**Extracted data:**

════

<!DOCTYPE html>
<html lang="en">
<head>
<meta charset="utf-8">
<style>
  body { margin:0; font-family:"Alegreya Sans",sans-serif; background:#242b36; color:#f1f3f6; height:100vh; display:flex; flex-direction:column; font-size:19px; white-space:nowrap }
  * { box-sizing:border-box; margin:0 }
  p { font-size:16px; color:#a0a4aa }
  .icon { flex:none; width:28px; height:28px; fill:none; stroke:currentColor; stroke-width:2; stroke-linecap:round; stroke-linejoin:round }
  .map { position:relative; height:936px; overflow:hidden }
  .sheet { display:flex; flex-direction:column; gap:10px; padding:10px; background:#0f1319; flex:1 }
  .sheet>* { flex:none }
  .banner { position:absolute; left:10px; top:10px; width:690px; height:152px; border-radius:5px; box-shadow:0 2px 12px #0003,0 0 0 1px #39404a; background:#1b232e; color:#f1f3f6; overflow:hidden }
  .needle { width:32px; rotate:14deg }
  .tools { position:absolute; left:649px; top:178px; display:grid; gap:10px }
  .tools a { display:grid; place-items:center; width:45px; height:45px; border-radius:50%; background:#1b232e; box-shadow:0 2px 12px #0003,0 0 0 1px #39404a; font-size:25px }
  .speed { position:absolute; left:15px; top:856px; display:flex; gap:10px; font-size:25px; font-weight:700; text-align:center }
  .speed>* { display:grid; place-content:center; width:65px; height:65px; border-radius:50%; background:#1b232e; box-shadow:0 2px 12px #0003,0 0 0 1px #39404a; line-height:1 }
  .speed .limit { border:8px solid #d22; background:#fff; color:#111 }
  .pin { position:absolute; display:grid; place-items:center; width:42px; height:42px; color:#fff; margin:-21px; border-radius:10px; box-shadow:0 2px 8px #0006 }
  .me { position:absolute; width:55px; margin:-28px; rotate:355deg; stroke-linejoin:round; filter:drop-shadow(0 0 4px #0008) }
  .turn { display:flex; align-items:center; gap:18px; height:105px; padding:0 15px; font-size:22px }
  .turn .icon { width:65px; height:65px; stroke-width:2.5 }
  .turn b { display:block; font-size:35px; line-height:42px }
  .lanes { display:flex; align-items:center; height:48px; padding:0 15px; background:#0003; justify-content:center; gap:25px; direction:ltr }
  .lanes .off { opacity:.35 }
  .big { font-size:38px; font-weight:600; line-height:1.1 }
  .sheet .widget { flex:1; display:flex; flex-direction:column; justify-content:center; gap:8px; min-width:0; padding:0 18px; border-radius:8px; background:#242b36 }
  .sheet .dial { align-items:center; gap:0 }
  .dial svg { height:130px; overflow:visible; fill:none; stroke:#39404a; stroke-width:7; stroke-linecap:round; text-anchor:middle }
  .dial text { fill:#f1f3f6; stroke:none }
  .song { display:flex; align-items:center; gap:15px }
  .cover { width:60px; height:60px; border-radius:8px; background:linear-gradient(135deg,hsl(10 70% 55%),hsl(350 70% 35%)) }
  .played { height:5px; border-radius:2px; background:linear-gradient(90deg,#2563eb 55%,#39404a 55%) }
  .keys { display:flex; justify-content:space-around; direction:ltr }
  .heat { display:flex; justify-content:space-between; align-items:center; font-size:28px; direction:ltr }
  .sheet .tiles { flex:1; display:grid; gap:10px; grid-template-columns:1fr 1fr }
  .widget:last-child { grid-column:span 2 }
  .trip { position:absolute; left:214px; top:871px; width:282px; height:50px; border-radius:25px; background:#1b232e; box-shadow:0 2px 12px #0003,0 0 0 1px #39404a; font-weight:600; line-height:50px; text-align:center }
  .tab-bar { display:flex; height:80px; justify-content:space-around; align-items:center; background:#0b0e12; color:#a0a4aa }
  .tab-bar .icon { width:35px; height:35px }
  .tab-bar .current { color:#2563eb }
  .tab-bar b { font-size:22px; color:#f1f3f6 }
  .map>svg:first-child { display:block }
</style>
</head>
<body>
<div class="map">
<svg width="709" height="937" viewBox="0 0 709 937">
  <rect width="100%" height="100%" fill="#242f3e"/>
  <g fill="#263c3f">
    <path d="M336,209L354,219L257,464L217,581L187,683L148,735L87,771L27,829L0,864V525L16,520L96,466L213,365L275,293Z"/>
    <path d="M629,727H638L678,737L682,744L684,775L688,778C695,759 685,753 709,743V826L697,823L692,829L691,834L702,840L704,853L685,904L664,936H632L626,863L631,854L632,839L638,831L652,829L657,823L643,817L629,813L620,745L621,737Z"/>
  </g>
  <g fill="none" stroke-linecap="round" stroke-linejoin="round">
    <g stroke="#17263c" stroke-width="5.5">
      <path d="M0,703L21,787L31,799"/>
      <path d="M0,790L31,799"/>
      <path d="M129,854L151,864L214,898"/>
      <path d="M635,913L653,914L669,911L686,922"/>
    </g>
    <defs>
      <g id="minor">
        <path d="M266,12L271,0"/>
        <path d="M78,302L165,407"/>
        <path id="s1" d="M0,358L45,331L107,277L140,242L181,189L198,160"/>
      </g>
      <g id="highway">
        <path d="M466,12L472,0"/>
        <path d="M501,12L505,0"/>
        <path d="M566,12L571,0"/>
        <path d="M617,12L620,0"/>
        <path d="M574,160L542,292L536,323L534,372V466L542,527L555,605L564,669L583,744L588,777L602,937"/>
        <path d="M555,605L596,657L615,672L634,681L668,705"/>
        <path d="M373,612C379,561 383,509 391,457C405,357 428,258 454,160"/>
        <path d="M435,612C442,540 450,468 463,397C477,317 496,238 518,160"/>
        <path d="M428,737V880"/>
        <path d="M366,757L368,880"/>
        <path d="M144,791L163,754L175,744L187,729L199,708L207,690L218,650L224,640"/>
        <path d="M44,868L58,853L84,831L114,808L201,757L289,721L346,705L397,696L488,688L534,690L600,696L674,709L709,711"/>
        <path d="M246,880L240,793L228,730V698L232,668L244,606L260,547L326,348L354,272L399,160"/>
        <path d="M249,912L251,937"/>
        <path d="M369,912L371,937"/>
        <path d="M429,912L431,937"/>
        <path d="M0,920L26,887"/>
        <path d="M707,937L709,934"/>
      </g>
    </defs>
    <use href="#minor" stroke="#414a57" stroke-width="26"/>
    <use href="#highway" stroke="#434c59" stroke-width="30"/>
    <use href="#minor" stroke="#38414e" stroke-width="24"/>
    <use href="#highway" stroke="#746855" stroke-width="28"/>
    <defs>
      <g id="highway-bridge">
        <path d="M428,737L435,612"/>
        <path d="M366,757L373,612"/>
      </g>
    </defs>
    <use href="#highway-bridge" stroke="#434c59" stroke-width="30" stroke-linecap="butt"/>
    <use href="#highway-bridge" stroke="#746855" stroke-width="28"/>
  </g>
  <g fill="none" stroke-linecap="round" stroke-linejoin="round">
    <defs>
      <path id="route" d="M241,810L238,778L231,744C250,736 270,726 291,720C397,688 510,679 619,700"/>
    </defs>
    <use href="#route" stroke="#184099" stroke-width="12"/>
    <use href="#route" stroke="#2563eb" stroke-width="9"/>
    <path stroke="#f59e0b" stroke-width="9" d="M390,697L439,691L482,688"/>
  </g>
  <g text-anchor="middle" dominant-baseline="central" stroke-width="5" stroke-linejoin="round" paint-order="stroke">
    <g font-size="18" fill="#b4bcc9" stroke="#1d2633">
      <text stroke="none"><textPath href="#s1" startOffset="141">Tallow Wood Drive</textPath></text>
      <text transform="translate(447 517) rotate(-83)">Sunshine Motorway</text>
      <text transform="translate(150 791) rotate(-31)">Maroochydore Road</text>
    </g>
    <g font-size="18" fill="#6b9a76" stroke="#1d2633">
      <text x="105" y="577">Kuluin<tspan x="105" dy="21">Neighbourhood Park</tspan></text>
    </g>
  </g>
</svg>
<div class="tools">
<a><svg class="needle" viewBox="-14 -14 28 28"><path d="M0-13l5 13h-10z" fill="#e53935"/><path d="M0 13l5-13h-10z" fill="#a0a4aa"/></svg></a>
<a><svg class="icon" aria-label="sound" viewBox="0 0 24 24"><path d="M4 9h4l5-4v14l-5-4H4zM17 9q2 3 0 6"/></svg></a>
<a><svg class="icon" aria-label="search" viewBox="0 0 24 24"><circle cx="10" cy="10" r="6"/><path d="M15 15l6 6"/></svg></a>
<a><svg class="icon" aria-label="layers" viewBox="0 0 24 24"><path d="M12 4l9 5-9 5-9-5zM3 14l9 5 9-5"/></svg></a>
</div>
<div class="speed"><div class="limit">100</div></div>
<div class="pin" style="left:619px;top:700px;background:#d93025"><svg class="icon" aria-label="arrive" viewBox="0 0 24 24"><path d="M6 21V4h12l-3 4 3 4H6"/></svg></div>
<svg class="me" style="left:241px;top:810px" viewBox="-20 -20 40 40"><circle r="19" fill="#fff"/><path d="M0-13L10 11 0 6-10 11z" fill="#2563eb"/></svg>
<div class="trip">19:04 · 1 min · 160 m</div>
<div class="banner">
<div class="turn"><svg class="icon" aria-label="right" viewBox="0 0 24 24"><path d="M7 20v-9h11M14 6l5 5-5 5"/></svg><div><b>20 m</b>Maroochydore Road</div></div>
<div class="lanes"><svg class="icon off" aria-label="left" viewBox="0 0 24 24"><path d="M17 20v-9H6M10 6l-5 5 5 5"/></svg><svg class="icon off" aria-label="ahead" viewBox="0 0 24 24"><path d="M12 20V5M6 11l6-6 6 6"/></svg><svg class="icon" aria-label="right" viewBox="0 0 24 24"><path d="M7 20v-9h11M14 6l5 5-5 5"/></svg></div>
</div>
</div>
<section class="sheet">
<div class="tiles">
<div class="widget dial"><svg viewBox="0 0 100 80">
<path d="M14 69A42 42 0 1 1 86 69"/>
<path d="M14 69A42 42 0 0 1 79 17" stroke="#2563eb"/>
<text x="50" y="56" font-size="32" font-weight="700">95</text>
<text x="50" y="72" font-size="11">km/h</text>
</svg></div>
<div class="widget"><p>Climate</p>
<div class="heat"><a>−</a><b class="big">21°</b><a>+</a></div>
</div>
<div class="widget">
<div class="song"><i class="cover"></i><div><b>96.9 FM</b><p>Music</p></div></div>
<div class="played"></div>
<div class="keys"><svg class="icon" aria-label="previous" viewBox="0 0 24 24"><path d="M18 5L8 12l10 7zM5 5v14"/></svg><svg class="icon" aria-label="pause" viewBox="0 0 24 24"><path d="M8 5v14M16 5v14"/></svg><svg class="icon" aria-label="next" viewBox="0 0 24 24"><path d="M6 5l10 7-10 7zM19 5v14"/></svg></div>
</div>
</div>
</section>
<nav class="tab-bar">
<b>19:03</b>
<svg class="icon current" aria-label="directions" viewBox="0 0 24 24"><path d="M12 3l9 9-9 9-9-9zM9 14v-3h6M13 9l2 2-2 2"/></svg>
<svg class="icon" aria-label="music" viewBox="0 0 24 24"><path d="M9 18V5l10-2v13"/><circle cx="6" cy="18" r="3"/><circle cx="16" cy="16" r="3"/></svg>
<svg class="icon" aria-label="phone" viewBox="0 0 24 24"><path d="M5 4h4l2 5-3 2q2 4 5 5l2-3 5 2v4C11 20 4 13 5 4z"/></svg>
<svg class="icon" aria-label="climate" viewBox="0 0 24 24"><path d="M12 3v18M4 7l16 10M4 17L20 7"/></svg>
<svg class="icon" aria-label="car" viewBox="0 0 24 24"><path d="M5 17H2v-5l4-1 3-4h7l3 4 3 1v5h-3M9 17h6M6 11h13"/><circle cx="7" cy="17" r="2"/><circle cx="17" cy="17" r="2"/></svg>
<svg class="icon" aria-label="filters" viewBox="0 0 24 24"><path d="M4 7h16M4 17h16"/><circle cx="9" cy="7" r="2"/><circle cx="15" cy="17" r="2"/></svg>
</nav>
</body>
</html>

════

**Your goal:** How many lines of the entries above hold the string "played"? Reply with the number alone.

**Your solution:** 2